Politicising International Aid to Palestine

By Miri - 
The concept of “aid” usually invokes a whole lot of positive, altruistic and humanitarian associations, yet after decades of money flowing from the global North to the South, international aid to so called "underdeveloped" countries has come under increasing criticism. Many claim that rather than serving its alleged beneficiaries, international aid primarily serves the donors' political and bureaucratic interests, and is therefore frequently referred to as a form of neo-colonialism.

Especially after the signing of the Oslo Declaration of Principles in 1993, till the electoral victory of Hamas in 2006, the Palestinians became one of the most aid-subsidised people on earth. The money, predominantly coming from the US and the EU, was invested for three main purposes, first, it should support the "peace process" which in turn should lead to a two state solution, secondly, it was supposed to foster economic and social development, and finally it should be used to promote institution building.

More than 20 years after Oslo the situation looks more grim than ever, poverty is more widespread, the idea of Palestinian self-determination seems less viable than ever, and the dysfunctional Palestinian national institutions are facing an unprecedented crisis of legitimacy.

Obviously, due to decades of Israeli military occupation, the Palestinian population, especially those living in besieged Gaza, are in dire need of international humanitarian assistance, but the choice shouldn't be one between starvation on the one hand, and the dissipation of national aspirations for self-determination, on the other.

Even the World Bank in its reports came to the conclusion that the notion of sustainable development constitutes an impossibility under the prolonged Israeli occupation, and yet high sums of money keep on being invested into the “inexorable meltdown“ that is the Palestinian economy. Rather than seeing the situation for what it is, i.e. a military occupation, which controls each and every aspect of Palestinian life, and rather than holding Israel accountable for the continued destruction of Palestinian livelihoods and infrastructure, aid agencies go on and keep on paying for the destruction, thereby making the occupation a livable reality for its residents.

The real needs of those residents seem to be of secondary importance as donor policies are mainly driven by the dynamics between the donors and Israel, whose approval is needed for almost every project. An often cited example is that of USAID which financed the building of new roads in the West Bank in order to make up for those only accessible to Israelis. Again, while the building of infrastructure is obviously a necessity, USAID at the same time also purports Israel's segregationist policies, tolerates the continued theft of Palestinian land and subsidises the smooth running of the occupation.

One of the most common criticism launched against international aid in general concerns the relations of dependency that it creates. In the Palestinian context aid has contributed to a further erosion of Palestinian civil society, as volunteerism, once a vibrant part of Palestinian life, has given way to passivity, "as millions of people have come to rely on food aid, free shelter, and handouts", Dalia, a Palestinian community foundation writes. Prior to Oslo the Palestinian civil society was engaged in large scale civil resistance against the Occupation, during Oslo's aftermath NGOs would increasingly tailor their programmes according to the respective donor agendas, rather than to the quest for freedom. 

Similarly, the creation of the Palestinian Authority as the main recipient of international aid, has turned the Palestinian leadership into an entity completely dependent on subsidies, and therefore malleable to accept donor demands.

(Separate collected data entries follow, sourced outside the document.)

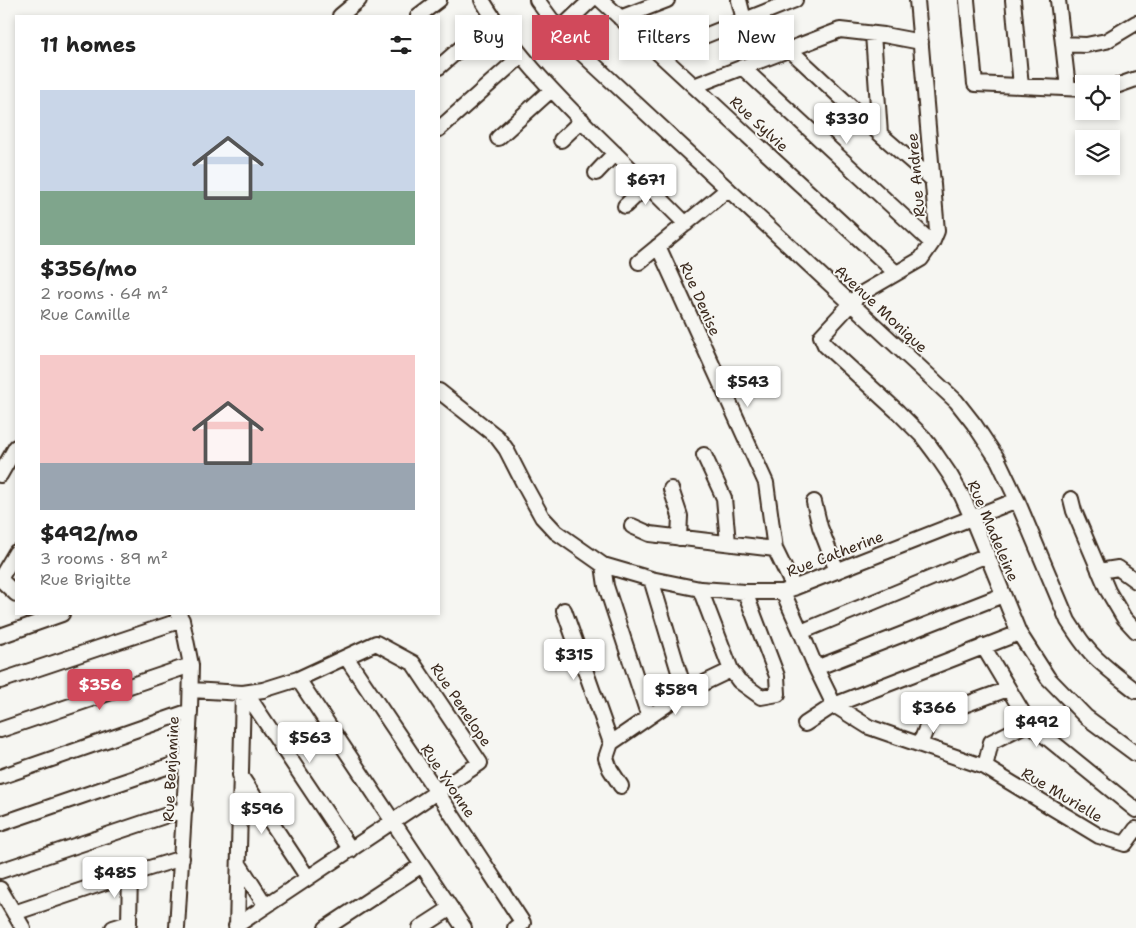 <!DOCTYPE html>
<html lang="en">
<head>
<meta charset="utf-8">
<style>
  body { margin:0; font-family:"Shantell Sans",sans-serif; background:#f2f2f2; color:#222; height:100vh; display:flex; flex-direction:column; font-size:19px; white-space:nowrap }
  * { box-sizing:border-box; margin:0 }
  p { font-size:16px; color:#767676 }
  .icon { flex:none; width:28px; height:28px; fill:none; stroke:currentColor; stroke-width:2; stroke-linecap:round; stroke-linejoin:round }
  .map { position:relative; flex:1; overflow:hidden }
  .side { position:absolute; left:15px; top:15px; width:425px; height:600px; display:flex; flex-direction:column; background:#fff; border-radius:0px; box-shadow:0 2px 8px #0003 }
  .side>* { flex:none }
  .banner { position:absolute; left:455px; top:15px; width:475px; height:45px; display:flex; gap:10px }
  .buttons { position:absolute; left:1075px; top:75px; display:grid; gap:10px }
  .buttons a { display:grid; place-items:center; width:45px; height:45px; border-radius:0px; background:#fff; box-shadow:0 2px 8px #0003; font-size:25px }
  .price { position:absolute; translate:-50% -42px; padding:0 11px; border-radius:5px; background:#fff; color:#222; font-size:16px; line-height:32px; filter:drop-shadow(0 1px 2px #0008) }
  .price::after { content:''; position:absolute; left:50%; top:30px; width:15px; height:11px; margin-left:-8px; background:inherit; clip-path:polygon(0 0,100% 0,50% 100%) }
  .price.current { background:#d1495b; color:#fff }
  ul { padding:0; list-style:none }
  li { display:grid; align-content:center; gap:10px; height:265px; padding:0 25px }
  li span { display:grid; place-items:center; height:155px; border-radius:0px; color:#555 }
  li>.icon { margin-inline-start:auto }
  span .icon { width:90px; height:90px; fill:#fffc; stroke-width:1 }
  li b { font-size:21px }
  h2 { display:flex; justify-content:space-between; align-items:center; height:60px; padding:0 25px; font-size:21px }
  .chip { padding:0 18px; border-radius:0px; background:#fff; box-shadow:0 2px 8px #0003; font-size:18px; line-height:45px }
  .chip.current { background:#d1495b; color:#fff }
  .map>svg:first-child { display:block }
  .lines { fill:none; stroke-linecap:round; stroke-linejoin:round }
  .minor-casing { stroke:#3b2a1e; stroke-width:18 }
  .minor { stroke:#f6f6f2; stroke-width:14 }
  .labels { text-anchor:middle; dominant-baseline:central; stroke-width:4; stroke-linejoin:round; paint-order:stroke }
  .street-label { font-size:15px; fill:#3b2a1e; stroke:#f6f6f2 }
</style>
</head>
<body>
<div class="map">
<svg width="1136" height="928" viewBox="0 0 1136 928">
  <rect width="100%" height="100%" fill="#f6f6f2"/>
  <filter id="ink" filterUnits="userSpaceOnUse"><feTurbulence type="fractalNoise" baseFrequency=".02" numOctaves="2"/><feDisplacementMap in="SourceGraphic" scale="10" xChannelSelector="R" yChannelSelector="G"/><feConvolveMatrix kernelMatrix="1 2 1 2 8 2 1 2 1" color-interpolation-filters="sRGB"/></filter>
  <g filter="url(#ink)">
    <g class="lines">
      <defs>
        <path id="minor" d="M482 0C512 50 552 91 593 132 624 162 655 193 686 224
          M537 0 559 30 575 47 956 401 974 424 998 460 1017 500 1068 621C1075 632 1082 643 1091 653 1104 667 1121 679 1136 691
          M601 0 896 273
          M739 0 744 20
          M917 0 937 231 932 243 921 259 859 295 821 336 825 345 898 412 923 437 935 453 950 475 962 496 972 518 1019 633 1048 678 1086 717 1136 754
          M967 0 975 84 1084 89
          M1013 0 1021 86
          M1058 0 1068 88
          M340 16 359 0
          M418 16 439 0
          M620 18 667 0
          M559 30 591 0
          M873 34 880 134
          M1063 44 1086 45 1106 41 1136 23
          M789 49 880 134 933 180
          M659 54 795 0
          M439 67 494 19
          M742 67 932 243
          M694 86 840 30 884 35 921 42
          M1111 87 1119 85 1136 79
          M439 129 521 56
          M498 138 551 90
          M561 140 582 120
          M596 173 615 153
          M625 206 647 185
          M658 246 766 483 775 549 794 588
          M639 262 728 189
          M439 391 497 437 506 449 526 488 542 517 556 532 603 565 651 579 700 589 745 592H783L1017 500
          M704 455 724 498 728 543
          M0 475 16 447
          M671 489 680 516 679 538
          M1071 499 1074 511 1108 591 1124 618 1136 631
          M814 502 820 527 837 571
          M632 526 650 534 775 549
          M16 552 0 579 16 594
          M603 565 606 586 649 717
          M1099 571 1118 568 1136 581
          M651 579 685 692
          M700 589 731 670 739 681 761 697 778 694 777 676 745 592
          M783 592 801 632 816 668 834 705 869 727 985 767 1099 836 1125 844 1136 829
          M564 610 611 743
          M801 632 987 555
          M0 636 62 614
          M983 646 1029 723 1136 810
          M346 657 437 792 523 923 515 928
          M816 668 1003 595
          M298 679 464 928
          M0 681 182 620
          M191 690 243 693 263 690 298 679 376 643 413 663 480 763 236 926
          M246 693 351 850
          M805 724 834 705 1019 633
          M0 730 191 665
          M611 743 685 692 731 670
          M611 743 606 758 610 769 621 786
          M920 744 931 717 1008 689
          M985 767 991 742 1029 723
          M240 775 308 878
          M0 777 190 711
          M0 824 187 760
          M239 864 266 906
          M0 871 185 809
          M0 889 23 928
          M14 913 130 874 182 858
          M113 928 129 923
          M127 928 129 923 130 874
          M177 928 190 711 191 665 182 620 178 614
          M237 928 243 693
          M326 928 422 865
          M420 928 451 908"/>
      </defs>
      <use href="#minor" class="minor-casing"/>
      <use href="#minor" class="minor"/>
    </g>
  </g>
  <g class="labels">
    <g class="street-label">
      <text transform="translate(759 124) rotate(43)">Rue Sylvie</text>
      <text transform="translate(916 175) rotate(-95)">Rue Andree</text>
      <text transform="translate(700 299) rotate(66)">Rue Denise</text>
      <text transform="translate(881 309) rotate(43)">Avenue Monique</text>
      <text transform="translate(993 531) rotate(67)">Rue Madeleine</text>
      <text transform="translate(835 554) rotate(-21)">Rue Catherine</text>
      <text transform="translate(461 705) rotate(56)">Rue Penelope</text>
      <text transform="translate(171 769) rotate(-87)">Rue Benjamine</text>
      <text transform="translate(448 781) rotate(56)">Rue Yvonne</text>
      <text transform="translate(1062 795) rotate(31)">Rue Murielle</text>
    </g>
  </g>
</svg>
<div class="buttons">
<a><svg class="icon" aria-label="locate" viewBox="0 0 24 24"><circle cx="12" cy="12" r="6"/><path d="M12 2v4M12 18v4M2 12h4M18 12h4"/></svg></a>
<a><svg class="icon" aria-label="layers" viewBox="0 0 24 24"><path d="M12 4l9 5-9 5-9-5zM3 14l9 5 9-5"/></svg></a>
</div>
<b class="price" style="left:847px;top:145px">$330</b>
<b class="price" style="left:646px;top:206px">$671</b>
<b class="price" style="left:748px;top:408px">$543</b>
<b class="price" style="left:574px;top:681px">$315</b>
<b class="price current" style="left:100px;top:711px">$356</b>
<b class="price" style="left:676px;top:716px">$589</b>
<b class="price" style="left:934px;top:734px">$366</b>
<b class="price" style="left:1037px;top:748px">$492</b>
<b class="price" style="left:310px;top:764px">$563</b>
<b class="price" style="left:262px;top:835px">$596</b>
<b class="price" style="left:115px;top:899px">$485</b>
<div class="banner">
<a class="chip">Buy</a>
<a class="chip current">Rent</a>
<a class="chip">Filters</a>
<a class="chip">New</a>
</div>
<section class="side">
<h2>11 homes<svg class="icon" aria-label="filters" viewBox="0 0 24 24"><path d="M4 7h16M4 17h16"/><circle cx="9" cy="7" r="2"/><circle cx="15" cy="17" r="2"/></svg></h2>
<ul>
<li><span style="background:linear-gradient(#c9d6e8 65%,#7fa58c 0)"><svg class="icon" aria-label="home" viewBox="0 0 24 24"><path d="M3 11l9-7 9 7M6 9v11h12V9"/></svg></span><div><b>$356/mo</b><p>2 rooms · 64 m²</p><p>Rue Camille</p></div></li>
<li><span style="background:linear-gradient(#f6c9c9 70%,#9aa5b1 0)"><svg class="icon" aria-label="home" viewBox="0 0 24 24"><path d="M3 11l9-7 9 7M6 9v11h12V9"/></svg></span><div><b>$492/mo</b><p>3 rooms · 89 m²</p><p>Rue Brigitte</p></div></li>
</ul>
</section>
</div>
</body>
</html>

The result is an "authoritarian, unaccountable and repressive" regime, which replaced its original goal of national liberation with one of becoming a security subcontractor for Israel.

Dalia therefore concludes that the international aid system has further disempowered the Palestinian population and together with other activists appeals to aid organisations and agencies to rethink the claim that their work is "apolitical" and to stop being complicit in the deliberate devastation of the people it claims to serve. The only means to achieve real development is a just political settlement of the Israeli-Palestinian conflict. Research by Dalia has found that rather than aid, most Palestinians demand political intervention and the financial support they are entitled to in order to pursue their own development.

Rather than perpetuating the unequal status quo, donors should invest into an economic vision that reinforces self-sustainability and socio-economic, as well as cultural resistance over and above artificial economic growth. Development, within the Palestinian context, should aim at realizing rights, freedoms, and self-determination.